E concordaram em que não era necessário tomar por força homens, porque
costume era dos que assim à força levavam para alguma parte dizerem que há de
tudo quanto lhes perguntam; e que melhor e muito melhor informação da terra
dariam dois homens desses degredados que aqui deixássemos do que eles dariam
se os levassem por ser gente que ninguém entende. Nem eles cedo aprenderiam a
falar para o saberem tão bem dizer que muito melhor estoutros o não digam quando
cá Vossa Alteza mandar.
E que portanto não cuidássemos de aqui por força tomar ninguém, nem fazer
escândalo; mas sim, para os de todo amansar e apaziguar, unicamente de deixar
aqui os dois degredados quando daqui partíssemos.
E assim ficou determinado por parecer melhor a todos.
[...] Ninguém não lhes ousa falar de rijo para não se esquivarem mais. E tudo se passa como eles querem — para os bem amansarmos!

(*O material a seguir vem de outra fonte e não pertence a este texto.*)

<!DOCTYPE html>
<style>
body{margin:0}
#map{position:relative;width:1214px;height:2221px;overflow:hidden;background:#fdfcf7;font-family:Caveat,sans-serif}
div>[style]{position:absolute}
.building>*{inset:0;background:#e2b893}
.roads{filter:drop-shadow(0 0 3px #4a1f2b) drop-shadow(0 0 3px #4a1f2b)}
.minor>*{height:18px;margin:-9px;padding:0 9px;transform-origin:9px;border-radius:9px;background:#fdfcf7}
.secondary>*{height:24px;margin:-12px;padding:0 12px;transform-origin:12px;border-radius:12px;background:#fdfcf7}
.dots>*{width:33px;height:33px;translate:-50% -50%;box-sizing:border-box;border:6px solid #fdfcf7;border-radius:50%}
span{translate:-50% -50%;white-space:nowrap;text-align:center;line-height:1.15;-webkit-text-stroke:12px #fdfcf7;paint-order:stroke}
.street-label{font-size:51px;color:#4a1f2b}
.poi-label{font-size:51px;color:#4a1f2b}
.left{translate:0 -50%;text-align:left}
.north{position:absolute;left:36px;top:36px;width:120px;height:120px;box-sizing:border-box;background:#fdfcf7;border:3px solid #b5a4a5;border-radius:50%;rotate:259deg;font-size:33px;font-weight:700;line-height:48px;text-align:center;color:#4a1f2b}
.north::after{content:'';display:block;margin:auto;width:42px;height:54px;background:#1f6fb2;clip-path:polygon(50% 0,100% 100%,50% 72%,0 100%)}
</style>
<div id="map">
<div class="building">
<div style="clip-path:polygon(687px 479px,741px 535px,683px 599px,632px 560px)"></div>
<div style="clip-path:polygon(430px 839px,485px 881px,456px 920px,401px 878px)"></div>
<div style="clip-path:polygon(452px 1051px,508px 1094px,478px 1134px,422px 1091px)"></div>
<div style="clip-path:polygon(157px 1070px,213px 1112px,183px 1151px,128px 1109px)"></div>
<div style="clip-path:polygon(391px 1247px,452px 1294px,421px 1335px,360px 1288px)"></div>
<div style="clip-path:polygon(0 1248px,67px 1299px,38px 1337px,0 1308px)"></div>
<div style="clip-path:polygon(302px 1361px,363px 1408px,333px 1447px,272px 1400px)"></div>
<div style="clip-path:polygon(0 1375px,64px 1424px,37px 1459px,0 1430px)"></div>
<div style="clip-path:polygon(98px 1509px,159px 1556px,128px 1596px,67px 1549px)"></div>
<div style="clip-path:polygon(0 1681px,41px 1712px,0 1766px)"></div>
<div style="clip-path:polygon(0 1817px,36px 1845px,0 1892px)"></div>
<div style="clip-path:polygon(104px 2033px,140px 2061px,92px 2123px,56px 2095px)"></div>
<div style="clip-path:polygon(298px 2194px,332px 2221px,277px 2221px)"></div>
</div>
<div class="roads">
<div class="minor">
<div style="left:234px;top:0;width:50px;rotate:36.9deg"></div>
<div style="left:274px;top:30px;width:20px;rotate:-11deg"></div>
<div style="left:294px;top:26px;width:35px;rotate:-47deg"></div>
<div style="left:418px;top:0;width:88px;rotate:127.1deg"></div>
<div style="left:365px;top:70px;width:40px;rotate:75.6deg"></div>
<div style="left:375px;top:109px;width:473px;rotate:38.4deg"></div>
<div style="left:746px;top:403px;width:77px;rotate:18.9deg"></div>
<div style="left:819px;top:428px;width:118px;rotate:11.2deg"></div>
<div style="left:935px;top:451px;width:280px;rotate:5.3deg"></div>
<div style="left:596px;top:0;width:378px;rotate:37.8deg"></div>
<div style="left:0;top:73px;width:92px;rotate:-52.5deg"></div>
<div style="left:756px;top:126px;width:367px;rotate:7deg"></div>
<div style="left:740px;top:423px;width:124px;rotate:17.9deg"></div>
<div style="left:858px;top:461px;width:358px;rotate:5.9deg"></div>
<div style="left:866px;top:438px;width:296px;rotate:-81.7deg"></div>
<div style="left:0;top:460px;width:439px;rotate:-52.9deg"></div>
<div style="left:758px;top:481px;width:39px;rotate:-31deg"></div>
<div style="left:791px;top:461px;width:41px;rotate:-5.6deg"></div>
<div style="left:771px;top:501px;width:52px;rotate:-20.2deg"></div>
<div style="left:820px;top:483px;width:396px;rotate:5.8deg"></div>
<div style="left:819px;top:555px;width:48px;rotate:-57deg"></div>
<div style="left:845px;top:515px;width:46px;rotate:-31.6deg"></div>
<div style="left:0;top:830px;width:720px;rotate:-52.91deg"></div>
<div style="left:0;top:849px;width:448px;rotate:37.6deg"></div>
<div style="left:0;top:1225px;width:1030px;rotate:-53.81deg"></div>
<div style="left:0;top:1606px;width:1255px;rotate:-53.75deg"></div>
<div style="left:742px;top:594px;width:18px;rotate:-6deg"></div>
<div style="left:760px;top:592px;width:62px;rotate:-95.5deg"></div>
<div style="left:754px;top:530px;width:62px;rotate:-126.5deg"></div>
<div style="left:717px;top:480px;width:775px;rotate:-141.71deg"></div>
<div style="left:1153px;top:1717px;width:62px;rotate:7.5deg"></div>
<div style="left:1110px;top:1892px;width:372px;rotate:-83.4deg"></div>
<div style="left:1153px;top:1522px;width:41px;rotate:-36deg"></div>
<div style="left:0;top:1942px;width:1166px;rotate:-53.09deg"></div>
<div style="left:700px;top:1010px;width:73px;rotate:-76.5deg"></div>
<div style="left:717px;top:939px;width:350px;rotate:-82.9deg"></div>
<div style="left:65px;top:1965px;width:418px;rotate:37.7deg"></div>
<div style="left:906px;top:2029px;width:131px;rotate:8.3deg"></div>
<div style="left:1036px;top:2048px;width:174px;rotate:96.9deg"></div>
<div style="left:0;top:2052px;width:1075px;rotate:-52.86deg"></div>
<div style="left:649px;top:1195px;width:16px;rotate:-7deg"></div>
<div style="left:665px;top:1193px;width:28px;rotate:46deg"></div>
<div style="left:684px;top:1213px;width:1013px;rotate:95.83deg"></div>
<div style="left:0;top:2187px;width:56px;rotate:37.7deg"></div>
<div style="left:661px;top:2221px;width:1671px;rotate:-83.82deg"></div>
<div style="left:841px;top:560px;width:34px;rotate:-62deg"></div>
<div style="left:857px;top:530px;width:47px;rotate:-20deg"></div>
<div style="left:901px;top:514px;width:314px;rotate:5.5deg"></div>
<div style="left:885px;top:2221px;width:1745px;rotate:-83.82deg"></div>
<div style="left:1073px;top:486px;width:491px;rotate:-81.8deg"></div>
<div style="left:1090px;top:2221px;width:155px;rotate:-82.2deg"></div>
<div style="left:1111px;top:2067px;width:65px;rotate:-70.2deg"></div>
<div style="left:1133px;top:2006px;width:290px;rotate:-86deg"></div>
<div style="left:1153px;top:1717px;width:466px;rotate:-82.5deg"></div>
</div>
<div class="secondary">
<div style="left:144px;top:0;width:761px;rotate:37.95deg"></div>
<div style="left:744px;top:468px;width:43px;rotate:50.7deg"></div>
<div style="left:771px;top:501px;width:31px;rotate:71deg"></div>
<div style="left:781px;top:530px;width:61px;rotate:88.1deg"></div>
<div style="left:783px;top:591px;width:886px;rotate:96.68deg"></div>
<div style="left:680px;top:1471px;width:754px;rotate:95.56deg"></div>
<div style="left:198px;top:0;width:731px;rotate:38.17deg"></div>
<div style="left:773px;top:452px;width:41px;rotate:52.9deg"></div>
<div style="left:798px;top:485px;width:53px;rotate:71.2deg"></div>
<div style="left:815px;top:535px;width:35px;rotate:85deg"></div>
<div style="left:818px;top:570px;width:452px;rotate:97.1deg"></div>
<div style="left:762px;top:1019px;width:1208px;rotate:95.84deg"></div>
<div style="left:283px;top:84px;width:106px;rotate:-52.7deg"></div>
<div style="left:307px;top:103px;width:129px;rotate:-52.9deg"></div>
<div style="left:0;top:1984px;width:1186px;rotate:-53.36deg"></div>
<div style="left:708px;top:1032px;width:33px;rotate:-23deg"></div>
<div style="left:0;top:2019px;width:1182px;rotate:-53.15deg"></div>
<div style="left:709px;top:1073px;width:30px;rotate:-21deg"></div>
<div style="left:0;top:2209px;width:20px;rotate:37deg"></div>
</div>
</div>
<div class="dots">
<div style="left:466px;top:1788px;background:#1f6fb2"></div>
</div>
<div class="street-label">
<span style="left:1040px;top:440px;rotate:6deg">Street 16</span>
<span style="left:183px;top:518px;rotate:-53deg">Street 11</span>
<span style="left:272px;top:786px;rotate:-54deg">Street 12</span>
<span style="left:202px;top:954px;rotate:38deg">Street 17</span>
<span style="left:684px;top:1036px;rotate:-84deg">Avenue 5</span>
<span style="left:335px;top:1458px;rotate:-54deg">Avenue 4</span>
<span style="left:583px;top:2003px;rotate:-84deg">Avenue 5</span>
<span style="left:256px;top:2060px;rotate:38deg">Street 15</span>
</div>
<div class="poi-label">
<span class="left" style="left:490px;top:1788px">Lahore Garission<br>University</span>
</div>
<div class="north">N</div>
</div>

[...] E pois que, Senhor, é certo que tanto neste cargo que levo como em outra
qualquer coisa que de Vosso serviço for, Vossa Alteza há de ser de mim muito bem
servida, a Ela peço que, por me fazer singular mercê, mande vir da ilha de São
Tomé a Jorge de Osório, meu genro — o que d'ela receberei em muita mercê.
Beijo as mãos de Vossa Alteza.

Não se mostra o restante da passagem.